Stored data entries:
--------

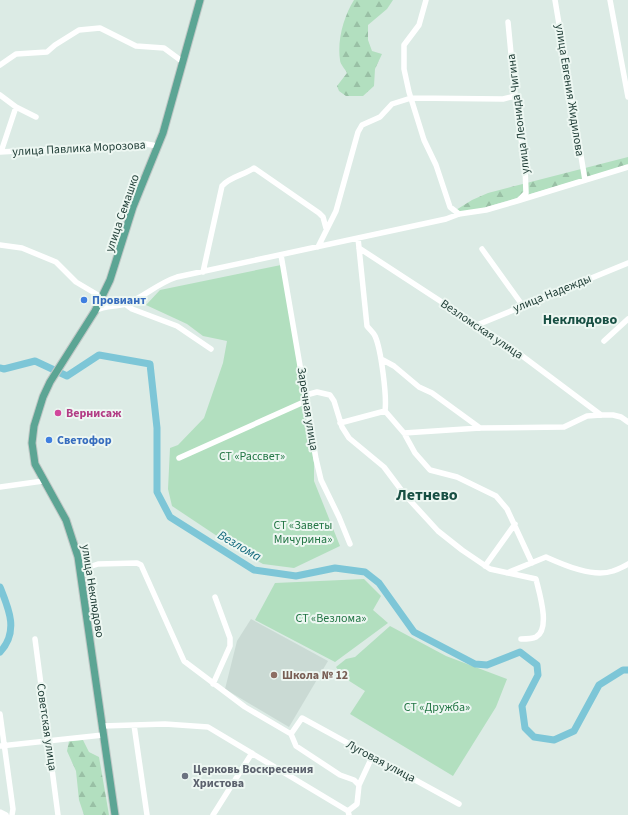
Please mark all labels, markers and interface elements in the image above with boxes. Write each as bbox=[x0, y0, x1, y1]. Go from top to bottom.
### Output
street label: улица Евгения Жидилова bbox=[551, 23, 588, 157]
street label: улица Леонида Чигина bbox=[503, 53, 534, 175]
street label: улица Павлика Морозова bbox=[12, 137, 146, 160]
street label: улица Семашко bbox=[101, 172, 144, 254]
street label: улица Надежды bbox=[511, 270, 594, 317]
place label: Провиант bbox=[92, 292, 146, 309]
marker: Провиант bbox=[79, 295, 89, 305]
street label: Везломская улица bbox=[437, 295, 526, 363]
district label: Неклюдово bbox=[543, 310, 617, 330]
street label: Заречная улица bbox=[293, 366, 322, 452]
place label: Вернисаж bbox=[66, 405, 122, 422]
marker: Вернисаж bbox=[53, 408, 63, 418]
place label: Светофор bbox=[57, 432, 112, 449]
marker: Светофор bbox=[44, 435, 54, 445]
park label: СТ «Рассвет» bbox=[219, 448, 285, 465]
district label: Летнево bbox=[395, 484, 458, 506]
park label: СТ «Заветы Мичурина» bbox=[274, 517, 332, 548]
water label: Везлома bbox=[214, 526, 265, 566]
street label: улица Неклюдово bbox=[77, 543, 108, 639]
park label: СТ «Везлома» bbox=[296, 610, 366, 627]
place label: Школа № 12 bbox=[282, 667, 348, 684]
marker: Школа № 12 bbox=[269, 670, 279, 680]
street label: Советская улица bbox=[32, 682, 61, 772]
park label: СТ «Дружба» bbox=[404, 699, 470, 716]
street label: Луговая улица bbox=[343, 736, 418, 787]
place label: Церковь Воскресения Христова bbox=[193, 761, 313, 792]
marker: Церковь Воскресения Христова bbox=[180, 771, 190, 781]

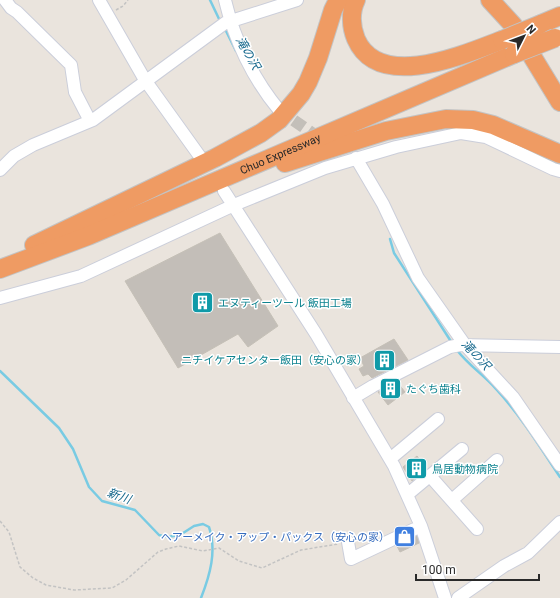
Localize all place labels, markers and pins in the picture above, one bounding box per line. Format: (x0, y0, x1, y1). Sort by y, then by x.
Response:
building icon: エヌティーツール 飯田工場 (189, 290, 215, 316)
place label: エヌティーツール 飯田工場 (218, 297, 352, 310)
building icon: ニチイケアセンター飯田（安心の家） (371, 347, 397, 373)
place label: ニチイケアセンター飯田（安心の家） (181, 354, 368, 367)
building icon: たぐち歯科 (377, 376, 403, 402)
place label: たぐち歯科 (406, 383, 461, 396)
building icon: 鳥居動物病院 (403, 456, 429, 482)
place label: 鳥居動物病院 (432, 463, 498, 476)
shop icon: ヘアーメイク・アップ・パックス（安心の家） (392, 524, 418, 550)
place label: ヘアーメイク・アップ・パックス（安心の家） (161, 531, 390, 544)

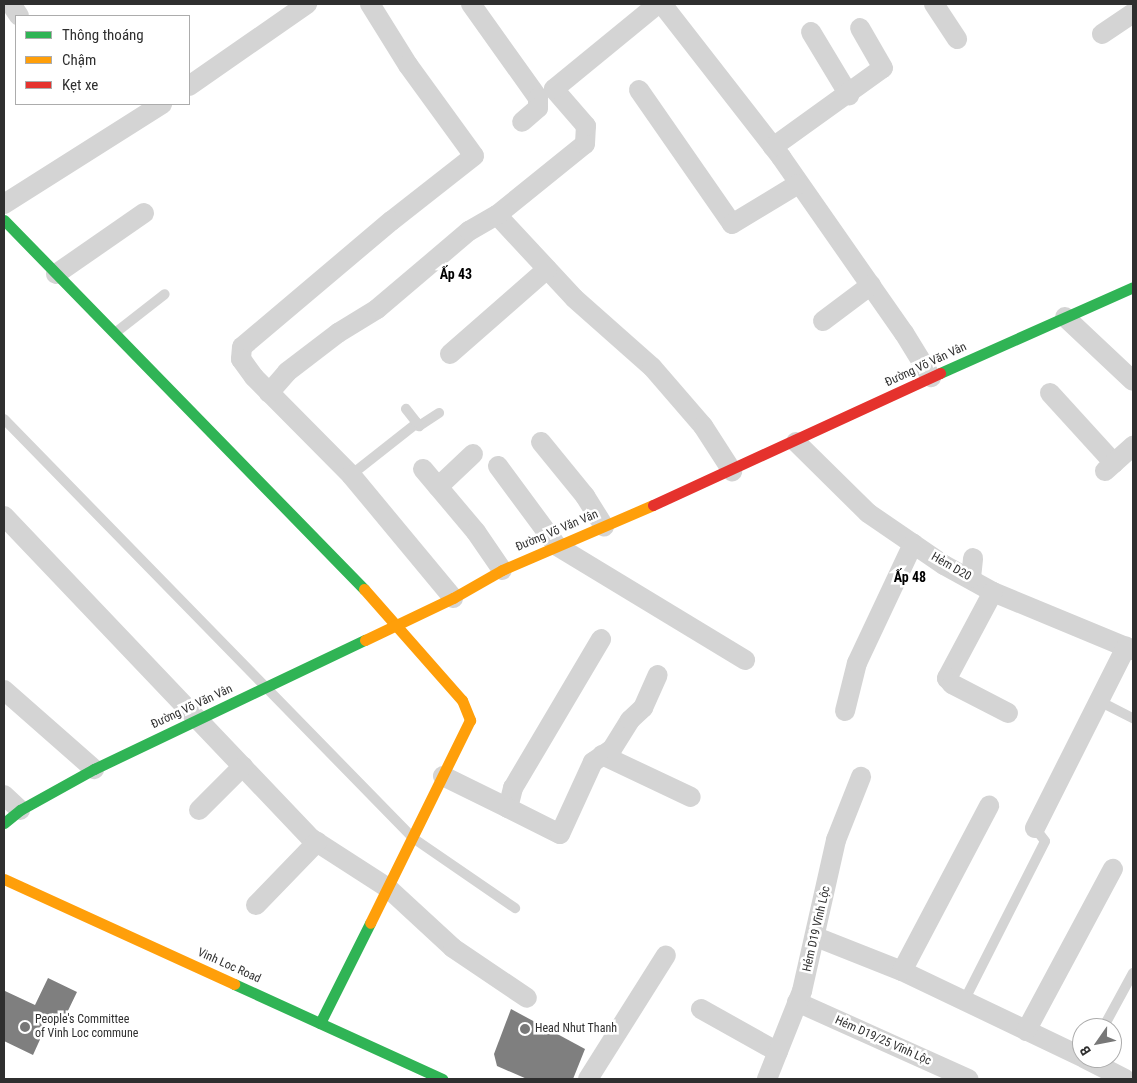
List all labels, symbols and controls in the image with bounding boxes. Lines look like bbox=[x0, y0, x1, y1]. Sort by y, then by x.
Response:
legend bbox=[15, 15, 190, 105]
text: Thông thoáng bbox=[62, 26, 144, 44]
text: Chậm bbox=[62, 51, 96, 69]
text: Kẹt xe bbox=[62, 76, 98, 94]
district label: Ấp 43 bbox=[440, 266, 472, 282]
street label: Đường Võ Văn Vân bbox=[883, 340, 969, 390]
street label: Đường Võ Văn Vân bbox=[514, 507, 600, 555]
street label: Hẻm D20 bbox=[929, 550, 973, 584]
district label: Ấp 48 bbox=[894, 569, 926, 585]
street label: Đường Võ Văn Vân bbox=[149, 682, 235, 732]
street label: Hẻm D19 Vĩnh Lộc bbox=[800, 885, 834, 973]
street label: Vinh Loc Road bbox=[195, 946, 263, 986]
place label: People's Committee of Vinh Loc commune bbox=[35, 1013, 138, 1041]
street label: Hẻm D19/25 Vĩnh Lộc bbox=[833, 1013, 933, 1069]
north arrow bbox=[1072, 1018, 1122, 1068]
marker: People's Committee of Vinh Loc commune bbox=[19, 1021, 31, 1033]
place label: Head Nhut Thanh bbox=[535, 1022, 617, 1036]
marker: Head Nhut Thanh bbox=[519, 1023, 531, 1035]
text: B bbox=[1076, 1043, 1094, 1058]

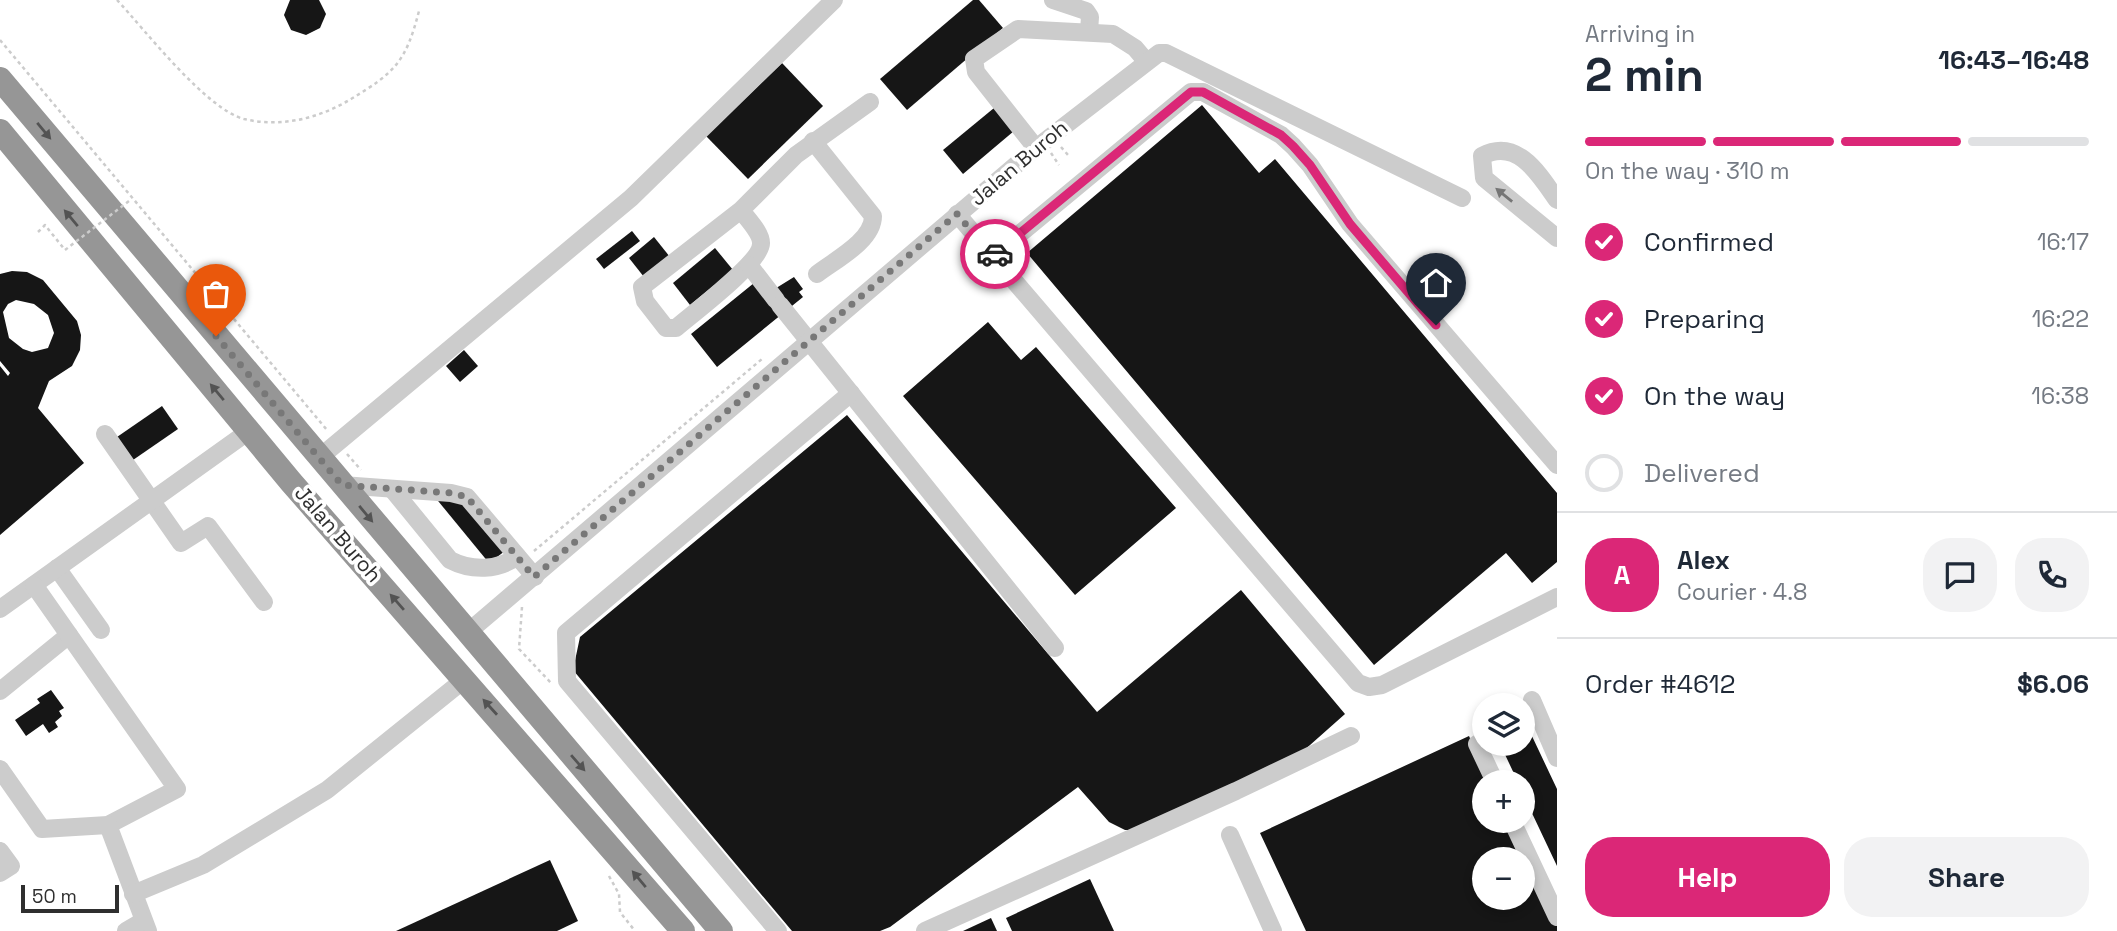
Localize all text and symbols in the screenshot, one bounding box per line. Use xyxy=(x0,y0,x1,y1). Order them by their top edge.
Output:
text: Arriving in xyxy=(1585,19,1695,49)
text: 16:43–16:48 xyxy=(1938,43,2089,77)
text: 2 min xyxy=(1585,46,1704,104)
street label: Jalan Buroh xyxy=(964,114,1073,211)
one-way arrow xyxy=(36,122,51,139)
text: On the way · 310 m xyxy=(1585,156,1790,186)
one-way arrow xyxy=(1496,188,1513,203)
one-way arrow xyxy=(64,209,79,226)
courier xyxy=(960,219,1030,289)
icon: check xyxy=(1585,223,1623,261)
text: Confirmed xyxy=(1644,225,1774,259)
text: 16:17 xyxy=(2037,227,2089,257)
icon: car xyxy=(976,235,1014,273)
pin xyxy=(1406,253,1466,325)
pin xyxy=(186,264,246,336)
icon: home xyxy=(1417,264,1455,302)
icon: bag xyxy=(197,275,235,313)
icon: check xyxy=(1585,300,1623,338)
text: Preparing xyxy=(1644,302,1765,336)
text: 16:22 xyxy=(2032,304,2089,334)
icon: check xyxy=(1585,377,1623,415)
text: On the way xyxy=(1644,379,1785,413)
text: 16:38 xyxy=(2031,381,2089,411)
one-way arrow xyxy=(210,384,225,401)
text: Delivered xyxy=(1644,456,1760,490)
street label: Jalan Buroh xyxy=(289,480,388,588)
one-way arrow xyxy=(359,505,374,523)
button: chat xyxy=(1923,538,1997,612)
button: phone xyxy=(2015,538,2089,612)
text: Alex xyxy=(1677,543,1730,577)
text: A xyxy=(1614,558,1630,592)
text: Courier · 4.8 xyxy=(1677,577,1807,607)
one-way arrow xyxy=(389,593,405,611)
text: Order #4612 xyxy=(1585,667,1735,701)
text: $6.06 xyxy=(2017,667,2089,701)
map controls xyxy=(1472,693,1535,910)
button: layers xyxy=(1472,693,1535,756)
one-way arrow xyxy=(482,698,498,716)
one-way arrow xyxy=(570,754,586,772)
button: + xyxy=(1472,770,1535,833)
button: Help xyxy=(1585,837,1830,917)
button: Share xyxy=(1844,837,2089,917)
button: − xyxy=(1472,847,1535,910)
one-way arrow xyxy=(632,870,647,887)
scale bar xyxy=(21,882,119,914)
text: 50 m xyxy=(32,884,77,909)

--------

▶ _Problem statement_
Within the data above, find the lines that contain the word "controls" and copy each of them.

▶ _Result for this exercise_
List all labels, symbols and controls in the image with bounding boxes. Lines look like bbox=[x0, y0, x1, y1]. Sort by y, then by x.
map controls xyxy=(1472,693,1535,910)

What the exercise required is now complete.